== Task ==
Transcribe all records exactly.
--- Given records ---
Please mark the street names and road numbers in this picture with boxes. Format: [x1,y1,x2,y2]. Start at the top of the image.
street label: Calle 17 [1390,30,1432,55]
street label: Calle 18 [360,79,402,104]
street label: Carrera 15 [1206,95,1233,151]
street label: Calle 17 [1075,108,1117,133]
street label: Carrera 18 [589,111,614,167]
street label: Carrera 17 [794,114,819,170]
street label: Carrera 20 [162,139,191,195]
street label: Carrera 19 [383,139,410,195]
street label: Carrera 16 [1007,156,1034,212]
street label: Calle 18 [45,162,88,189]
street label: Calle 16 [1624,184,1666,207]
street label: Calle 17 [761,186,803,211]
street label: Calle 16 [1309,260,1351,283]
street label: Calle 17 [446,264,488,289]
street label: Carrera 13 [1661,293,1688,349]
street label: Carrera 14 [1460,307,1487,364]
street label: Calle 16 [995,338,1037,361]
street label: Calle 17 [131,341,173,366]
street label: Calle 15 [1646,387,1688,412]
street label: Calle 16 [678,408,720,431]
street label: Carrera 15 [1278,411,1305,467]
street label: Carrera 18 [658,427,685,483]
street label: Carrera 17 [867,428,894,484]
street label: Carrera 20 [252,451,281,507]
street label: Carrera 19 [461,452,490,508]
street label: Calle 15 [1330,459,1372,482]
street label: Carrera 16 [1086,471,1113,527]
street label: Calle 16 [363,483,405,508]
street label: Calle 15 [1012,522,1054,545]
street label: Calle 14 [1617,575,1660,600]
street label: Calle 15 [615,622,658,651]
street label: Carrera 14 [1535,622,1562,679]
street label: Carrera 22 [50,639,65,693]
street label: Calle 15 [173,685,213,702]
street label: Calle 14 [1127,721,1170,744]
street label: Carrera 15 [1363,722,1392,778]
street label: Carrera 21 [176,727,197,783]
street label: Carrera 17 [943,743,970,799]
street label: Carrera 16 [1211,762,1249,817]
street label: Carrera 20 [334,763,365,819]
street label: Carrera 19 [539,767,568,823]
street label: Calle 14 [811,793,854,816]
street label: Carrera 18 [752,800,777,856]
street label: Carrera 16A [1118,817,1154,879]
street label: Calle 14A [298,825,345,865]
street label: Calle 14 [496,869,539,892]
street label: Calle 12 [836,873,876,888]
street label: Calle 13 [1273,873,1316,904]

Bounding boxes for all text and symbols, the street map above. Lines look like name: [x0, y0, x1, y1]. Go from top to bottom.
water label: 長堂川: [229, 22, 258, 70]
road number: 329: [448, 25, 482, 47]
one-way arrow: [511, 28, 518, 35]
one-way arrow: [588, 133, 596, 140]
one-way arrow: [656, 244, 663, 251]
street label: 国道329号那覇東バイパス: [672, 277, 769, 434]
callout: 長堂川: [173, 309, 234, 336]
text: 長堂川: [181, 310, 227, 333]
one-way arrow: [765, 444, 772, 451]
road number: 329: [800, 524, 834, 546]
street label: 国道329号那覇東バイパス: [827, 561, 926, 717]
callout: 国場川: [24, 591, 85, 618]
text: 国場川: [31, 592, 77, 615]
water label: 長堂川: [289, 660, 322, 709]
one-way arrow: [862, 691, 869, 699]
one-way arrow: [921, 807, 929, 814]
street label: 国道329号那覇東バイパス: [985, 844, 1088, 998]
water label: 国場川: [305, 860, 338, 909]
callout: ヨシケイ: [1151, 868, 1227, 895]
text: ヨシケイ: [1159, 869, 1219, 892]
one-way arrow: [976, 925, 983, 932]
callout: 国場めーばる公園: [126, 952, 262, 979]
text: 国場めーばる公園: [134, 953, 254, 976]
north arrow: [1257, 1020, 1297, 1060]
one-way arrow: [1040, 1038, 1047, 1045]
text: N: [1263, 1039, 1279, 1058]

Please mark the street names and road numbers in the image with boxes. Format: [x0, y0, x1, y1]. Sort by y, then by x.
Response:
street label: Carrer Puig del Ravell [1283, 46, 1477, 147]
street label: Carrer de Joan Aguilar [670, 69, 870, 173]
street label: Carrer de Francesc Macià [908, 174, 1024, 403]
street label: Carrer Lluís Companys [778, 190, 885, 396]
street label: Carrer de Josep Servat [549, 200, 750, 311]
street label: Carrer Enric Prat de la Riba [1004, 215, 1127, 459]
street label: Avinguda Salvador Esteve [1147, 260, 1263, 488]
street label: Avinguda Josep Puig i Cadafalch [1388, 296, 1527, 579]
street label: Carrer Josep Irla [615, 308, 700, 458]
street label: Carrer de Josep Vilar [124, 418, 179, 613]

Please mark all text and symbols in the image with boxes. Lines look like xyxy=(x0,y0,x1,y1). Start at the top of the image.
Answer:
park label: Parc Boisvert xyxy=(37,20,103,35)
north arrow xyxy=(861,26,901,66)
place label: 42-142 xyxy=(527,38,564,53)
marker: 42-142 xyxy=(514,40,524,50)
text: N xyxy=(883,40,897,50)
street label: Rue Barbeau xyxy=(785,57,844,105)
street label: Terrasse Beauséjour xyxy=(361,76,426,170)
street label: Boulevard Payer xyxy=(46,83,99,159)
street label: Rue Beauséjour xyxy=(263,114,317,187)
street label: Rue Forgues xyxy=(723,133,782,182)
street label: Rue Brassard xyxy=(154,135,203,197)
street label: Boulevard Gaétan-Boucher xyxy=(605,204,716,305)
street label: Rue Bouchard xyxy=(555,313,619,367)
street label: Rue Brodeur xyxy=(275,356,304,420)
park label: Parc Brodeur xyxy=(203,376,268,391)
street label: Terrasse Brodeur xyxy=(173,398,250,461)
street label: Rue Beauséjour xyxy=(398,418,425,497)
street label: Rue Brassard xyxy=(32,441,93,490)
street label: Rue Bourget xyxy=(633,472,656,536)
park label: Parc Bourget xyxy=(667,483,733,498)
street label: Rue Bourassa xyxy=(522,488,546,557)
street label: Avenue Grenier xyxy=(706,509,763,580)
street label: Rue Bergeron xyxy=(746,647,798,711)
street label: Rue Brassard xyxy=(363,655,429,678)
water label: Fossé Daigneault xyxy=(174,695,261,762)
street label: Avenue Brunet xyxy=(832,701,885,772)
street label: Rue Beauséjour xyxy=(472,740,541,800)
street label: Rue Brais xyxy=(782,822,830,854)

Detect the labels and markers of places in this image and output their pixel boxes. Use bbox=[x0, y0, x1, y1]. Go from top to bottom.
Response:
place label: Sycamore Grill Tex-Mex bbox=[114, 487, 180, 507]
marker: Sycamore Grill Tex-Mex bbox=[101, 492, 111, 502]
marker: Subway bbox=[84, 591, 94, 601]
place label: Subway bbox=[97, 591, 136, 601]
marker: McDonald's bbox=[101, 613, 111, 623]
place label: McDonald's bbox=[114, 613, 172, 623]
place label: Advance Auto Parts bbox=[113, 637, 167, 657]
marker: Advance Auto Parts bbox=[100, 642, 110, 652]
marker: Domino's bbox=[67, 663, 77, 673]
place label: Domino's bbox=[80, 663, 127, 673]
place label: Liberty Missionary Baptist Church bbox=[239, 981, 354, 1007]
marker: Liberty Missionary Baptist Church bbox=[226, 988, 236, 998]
---
== Answer box ==
Please mark the street names and road numbers in this picture with boxes. Format: [x1,y1,x2,y2]. Start at the top of the image.
street label: Calle 17 [1390,30,1432,55]
street label: Calle 18 [360,79,402,104]
street label: Carrera 15 [1206,95,1233,151]
street label: Calle 17 [1075,108,1117,133]
street label: Carrera 18 [589,111,614,167]
street label: Carrera 17 [794,114,819,170]
street label: Carrera 20 [162,139,191,195]
street label: Carrera 19 [383,139,410,195]
street label: Carrera 16 [1007,156,1034,212]
street label: Calle 18 [45,162,88,189]
street label: Calle 16 [1624,184,1666,207]
street label: Calle 17 [761,186,803,211]
street label: Calle 16 [1309,260,1351,283]
street label: Calle 17 [446,264,488,289]
street label: Carrera 13 [1661,293,1688,349]
street label: Carrera 14 [1460,307,1487,364]
street label: Calle 16 [995,338,1037,361]
street label: Calle 17 [131,341,173,366]
street label: Calle 15 [1646,387,1688,412]
street label: Calle 16 [678,408,720,431]
street label: Carrera 15 [1278,411,1305,467]
street label: Carrera 18 [658,427,685,483]
street label: Carrera 17 [867,428,894,484]
street label: Carrera 20 [252,451,281,507]
street label: Carrera 19 [461,452,490,508]
street label: Calle 15 [1330,459,1372,482]
street label: Carrera 16 [1086,471,1113,527]
street label: Calle 16 [363,483,405,508]
street label: Calle 15 [1012,522,1054,545]
street label: Calle 14 [1617,575,1660,600]
street label: Calle 15 [615,622,658,651]
street label: Carrera 14 [1535,622,1562,679]
street label: Carrera 22 [50,639,65,693]
street label: Calle 15 [173,685,213,702]
street label: Calle 14 [1127,721,1170,744]
street label: Carrera 15 [1363,722,1392,778]
street label: Carrera 21 [176,727,197,783]
street label: Carrera 17 [943,743,970,799]
street label: Carrera 16 [1211,762,1249,817]
street label: Carrera 20 [334,763,365,819]
street label: Carrera 19 [539,767,568,823]
street label: Calle 14 [811,793,854,816]
street label: Carrera 18 [752,800,777,856]
street label: Carrera 16A [1118,817,1154,879]
street label: Calle 14A [298,825,345,865]
street label: Calle 14 [496,869,539,892]
street label: Calle 12 [836,873,876,888]
street label: Calle 13 [1273,873,1316,904]

Bounding boxes for all text and symbols, the street map above. Lines look like name: [x0, y0, x1, y1]. Go from top to bottom.
water label: 長堂川: [229, 22, 258, 70]
road number: 329: [448, 25, 482, 47]
one-way arrow: [511, 28, 518, 35]
one-way arrow: [588, 133, 596, 140]
one-way arrow: [656, 244, 663, 251]
street label: 国道329号那覇東バイパス: [672, 277, 769, 434]
callout: 長堂川: [173, 309, 234, 336]
text: 長堂川: [181, 310, 227, 333]
one-way arrow: [765, 444, 772, 451]
road number: 329: [800, 524, 834, 546]
street label: 国道329号那覇東バイパス: [827, 561, 926, 717]
callout: 国場川: [24, 591, 85, 618]
text: 国場川: [31, 592, 77, 615]
water label: 長堂川: [289, 660, 322, 709]
one-way arrow: [862, 691, 869, 699]
one-way arrow: [921, 807, 929, 814]
street label: 国道329号那覇東バイパス: [985, 844, 1088, 998]
water label: 国場川: [305, 860, 338, 909]
callout: ヨシケイ: [1151, 868, 1227, 895]
text: ヨシケイ: [1159, 869, 1219, 892]
one-way arrow: [976, 925, 983, 932]
callout: 国場めーばる公園: [126, 952, 262, 979]
text: 国場めーばる公園: [134, 953, 254, 976]
north arrow: [1257, 1020, 1297, 1060]
one-way arrow: [1040, 1038, 1047, 1045]
text: N: [1263, 1039, 1279, 1058]

Please mark the street names and road numbers in the image with boxes. Format: [x0, y0, x1, y1]. Sort by y, then by x.
Response:
street label: Carrer Puig del Ravell [1283, 46, 1477, 147]
street label: Carrer de Joan Aguilar [670, 69, 870, 173]
street label: Carrer de Francesc Macià [908, 174, 1024, 403]
street label: Carrer Lluís Companys [778, 190, 885, 396]
street label: Carrer de Josep Servat [549, 200, 750, 311]
street label: Carrer Enric Prat de la Riba [1004, 215, 1127, 459]
street label: Avinguda Salvador Esteve [1147, 260, 1263, 488]
street label: Avinguda Josep Puig i Cadafalch [1388, 296, 1527, 579]
street label: Carrer Josep Irla [615, 308, 700, 458]
street label: Carrer de Josep Vilar [124, 418, 179, 613]

Please mark all text and symbols in the image with boxes. Lines look like xyxy=(x0,y0,x1,y1). Start at the top of the image.
Answer:
park label: Parc Boisvert xyxy=(37,20,103,35)
north arrow xyxy=(861,26,901,66)
place label: 42-142 xyxy=(527,38,564,53)
marker: 42-142 xyxy=(514,40,524,50)
text: N xyxy=(883,40,897,50)
street label: Rue Barbeau xyxy=(785,57,844,105)
street label: Terrasse Beauséjour xyxy=(361,76,426,170)
street label: Boulevard Payer xyxy=(46,83,99,159)
street label: Rue Beauséjour xyxy=(263,114,317,187)
street label: Rue Forgues xyxy=(723,133,782,182)
street label: Rue Brassard xyxy=(154,135,203,197)
street label: Boulevard Gaétan-Boucher xyxy=(605,204,716,305)
street label: Rue Bouchard xyxy=(555,313,619,367)
street label: Rue Brodeur xyxy=(275,356,304,420)
park label: Parc Brodeur xyxy=(203,376,268,391)
street label: Terrasse Brodeur xyxy=(173,398,250,461)
street label: Rue Beauséjour xyxy=(398,418,425,497)
street label: Rue Brassard xyxy=(32,441,93,490)
street label: Rue Bourget xyxy=(633,472,656,536)
park label: Parc Bourget xyxy=(667,483,733,498)
street label: Rue Bourassa xyxy=(522,488,546,557)
street label: Avenue Grenier xyxy=(706,509,763,580)
street label: Rue Bergeron xyxy=(746,647,798,711)
street label: Rue Brassard xyxy=(363,655,429,678)
water label: Fossé Daigneault xyxy=(174,695,261,762)
street label: Avenue Brunet xyxy=(832,701,885,772)
street label: Rue Beauséjour xyxy=(472,740,541,800)
street label: Rue Brais xyxy=(782,822,830,854)

Detect the labels and markers of places in this image and output their pixel boxes. Use bbox=[x0, y0, x1, y1]. Go from top to bottom.
Response:
place label: Sycamore Grill Tex-Mex bbox=[114, 487, 180, 507]
marker: Sycamore Grill Tex-Mex bbox=[101, 492, 111, 502]
marker: Subway bbox=[84, 591, 94, 601]
place label: Subway bbox=[97, 591, 136, 601]
marker: McDonald's bbox=[101, 613, 111, 623]
place label: McDonald's bbox=[114, 613, 172, 623]
place label: Advance Auto Parts bbox=[113, 637, 167, 657]
marker: Advance Auto Parts bbox=[100, 642, 110, 652]
marker: Domino's bbox=[67, 663, 77, 673]
place label: Domino's bbox=[80, 663, 127, 673]
place label: Liberty Missionary Baptist Church bbox=[239, 981, 354, 1007]
marker: Liberty Missionary Baptist Church bbox=[226, 988, 236, 998]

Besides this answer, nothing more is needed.